What you should do >>
Retype the entries, please, from their first line to the line containing "What data does", exactly and only those lines, minus the pictures.
[Start of section]
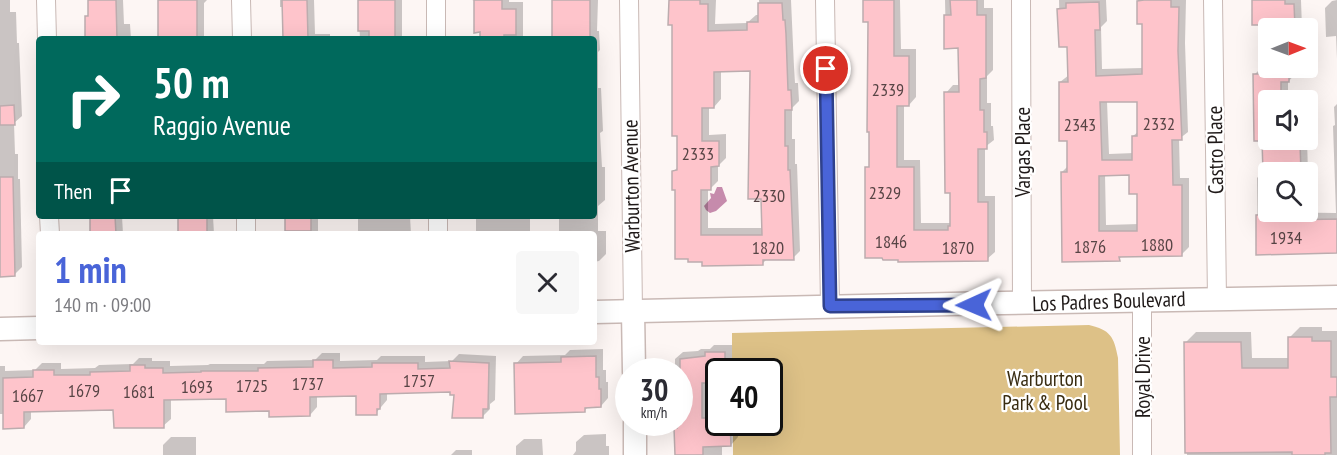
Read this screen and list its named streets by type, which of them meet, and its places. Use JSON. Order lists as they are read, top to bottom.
{
  "streets": {
    "street": [
      "Castro Place",
      "Vargas Place",
      "Warburton Avenue",
      "Los Padres Boulevard",
      "Royal Drive"
    ]
  },
  "crossings": [
    ["Castro Place", "Los Padres Boulevard"],
    ["Vargas Place", "Los Padres Boulevard"],
    ["Warburton Avenue", "Los Padres Boulevard"],
    ["Los Padres Boulevard", "Royal Drive"]
  ],
  "parks": ["Warburton Park & Pool"],
  "house_numbers": [
    "2339",
    "2332",
    "2343",
    "2333",
    "2329",
    "2330",
    "1934",
    "1846",
    "1880",
    "1876",
    "1820",
    "1870",
    "1757",
    "1737",
    "1725",
    "1693",
    "1679",
    "1681",
    "1667"
  ],
  "north": "right",
  "page": {
    "turn": ["50 m", "Raggio Avenue"],
    "then": "Then",
    "heading": ["1 min", "140 m · 09:00"],
    "speed": "30 km/h",
    "limit": "40"
  }
}
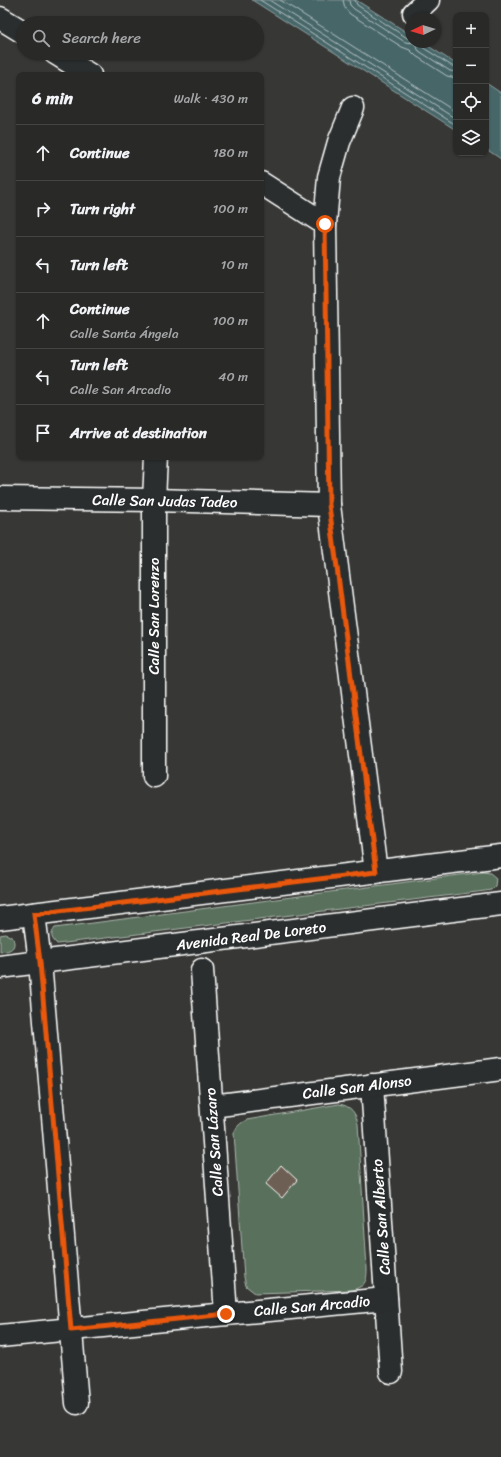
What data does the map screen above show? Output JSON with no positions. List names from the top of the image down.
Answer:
{
  "streets": {
    "street": [
      "Calle San Judas Tadeo",
      "Calle San Lorenzo",
      "Avenida Real De Loreto",
      "Calle San Alonso",
      "Calle San Lázaro",
      "Calle San Alberto",
      "Calle San Arcadio"
    ]
  },
  "crossings": [
    ["Calle San Judas Tadeo", "Calle San Lorenzo"],
    ["Calle San Alonso", "Calle San Lázaro"],
    ["Calle San Alonso", "Calle San Alberto"],
    ["Calle San Lázaro", "Calle San Arcadio"],
    ["Calle San Alberto", "Calle San Arcadio"]
  ],
  "north": "left",
  "page": {
    "map_buttons": ["+", "−"],
    "search": "Search here",
    "heading": ["6 min", "Walk · 430 m"],
    "list": [
      ["Continue", "180 m"],
      ["Turn right", "100 m"],
      ["Turn left", "10 m"],
      ["Continue", "Calle Santa Ángela", "100 m"],
      ["Turn left", "Calle San Arcadio", "40 m"],
      "Arrive at destination"
    ]
  }
}
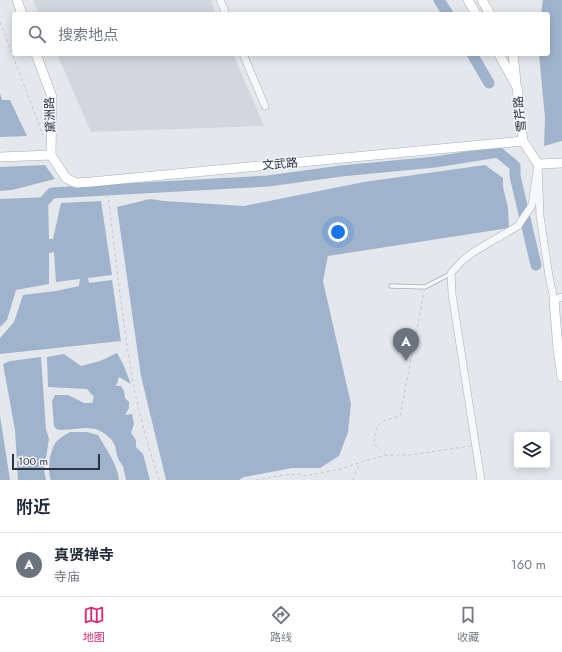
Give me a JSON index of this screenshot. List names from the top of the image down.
{
  "streets": {
    "main road": ["雪芹路", "黛洲路", "文武路"]
  },
  "crossings": [
    ["雪芹路", "文武路"],
    ["黛洲路", "文武路"]
  ],
  "scale_bar": "100 m",
  "page": {
    "search": "搜索地点",
    "pins": "A",
    "scale": "100 m",
    "heading": "附近",
    "list": [
      {
        "mark": "A",
        "name": "真贤禅寺",
        "note": "寺庙",
        "value": "160 m"
      }
    ],
    "nav": ["地图", "路线", "收藏"]
  }
}
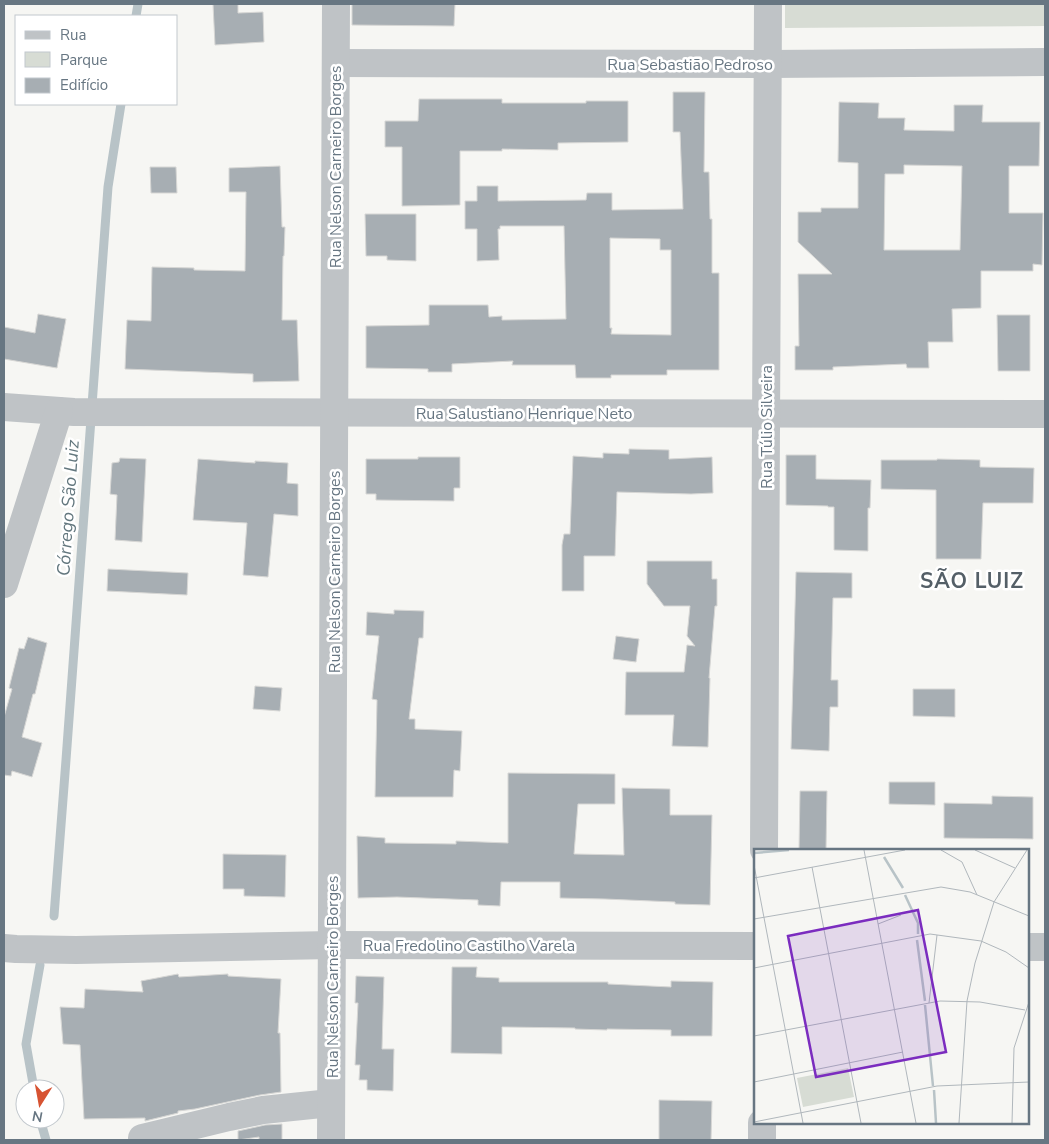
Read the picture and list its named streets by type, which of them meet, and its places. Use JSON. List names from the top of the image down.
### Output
{
  "streets": {
    "street": [
      "Rua Sebastião Pedroso",
      "Rua Nelson Carneiro Borges",
      "Rua Salustiano Henrique Neto",
      "Rua Túlio Silveira",
      "Rua Fredolino Castilho Varela"
    ]
  },
  "crossings": [
    ["Rua Sebastião Pedroso", "Rua Nelson Carneiro Borges"],
    ["Rua Sebastião Pedroso", "Rua Túlio Silveira"],
    ["Rua Nelson Carneiro Borges", "Rua Salustiano Henrique Neto"],
    ["Rua Nelson Carneiro Borges", "Rua Fredolino Castilho Varela"],
    ["Rua Salustiano Henrique Neto", "Rua Túlio Silveira"]
  ],
  "districts": ["SÃO LUIZ"],
  "water": ["Córrego São Luiz"],
  "legend": ["Rua", "Parque", "Edifício"],
  "north": "bottom"
}
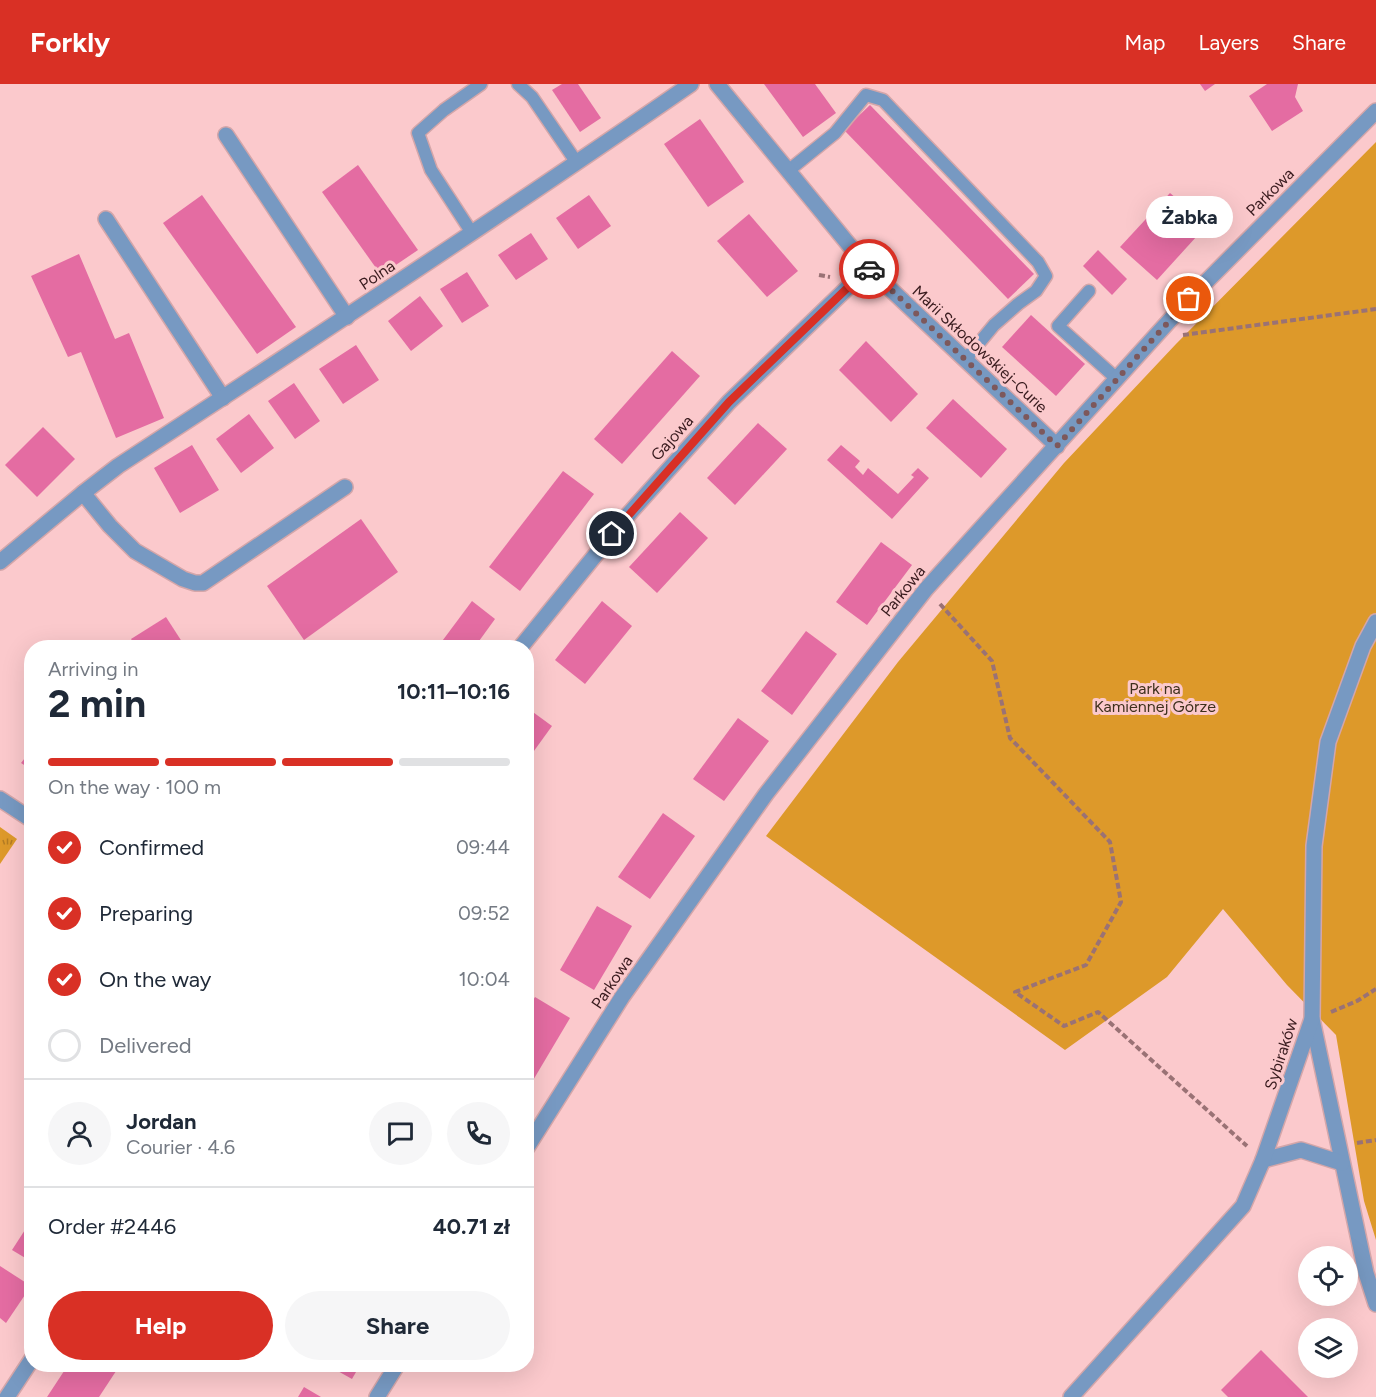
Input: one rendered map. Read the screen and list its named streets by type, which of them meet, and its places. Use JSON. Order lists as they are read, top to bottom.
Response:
[End of section]
Written solution >>
Read this screen and list its named streets by type, which of them meet, and its places. Use JSON. Order lists as they are read, top to bottom.
{
  "streets": {
    "street": [
      "Castro Place",
      "Vargas Place",
      "Warburton Avenue",
      "Los Padres Boulevard",
      "Royal Drive"
    ]
  },
  "crossings": [
    ["Castro Place", "Los Padres Boulevard"],
    ["Vargas Place", "Los Padres Boulevard"],
    ["Warburton Avenue", "Los Padres Boulevard"],
    ["Los Padres Boulevard", "Royal Drive"]
  ],
  "parks": ["Warburton Park & Pool"],
  "house_numbers": [
    "2339",
    "2332",
    "2343",
    "2333",
    "2329",
    "2330",
    "1934",
    "1846",
    "1880",
    "1876",
    "1820",
    "1870",
    "1757",
    "1737",
    "1725",
    "1693",
    "1679",
    "1681",
    "1667"
  ],
  "north": "right",
  "page": {
    "turn": ["50 m", "Raggio Avenue"],
    "then": "Then",
    "heading": ["1 min", "140 m · 09:00"],
    "speed": "30 km/h",
    "limit": "40"
  }
}
What data does the map screen above show? Output JSON with no positions. List names from the top of the image down.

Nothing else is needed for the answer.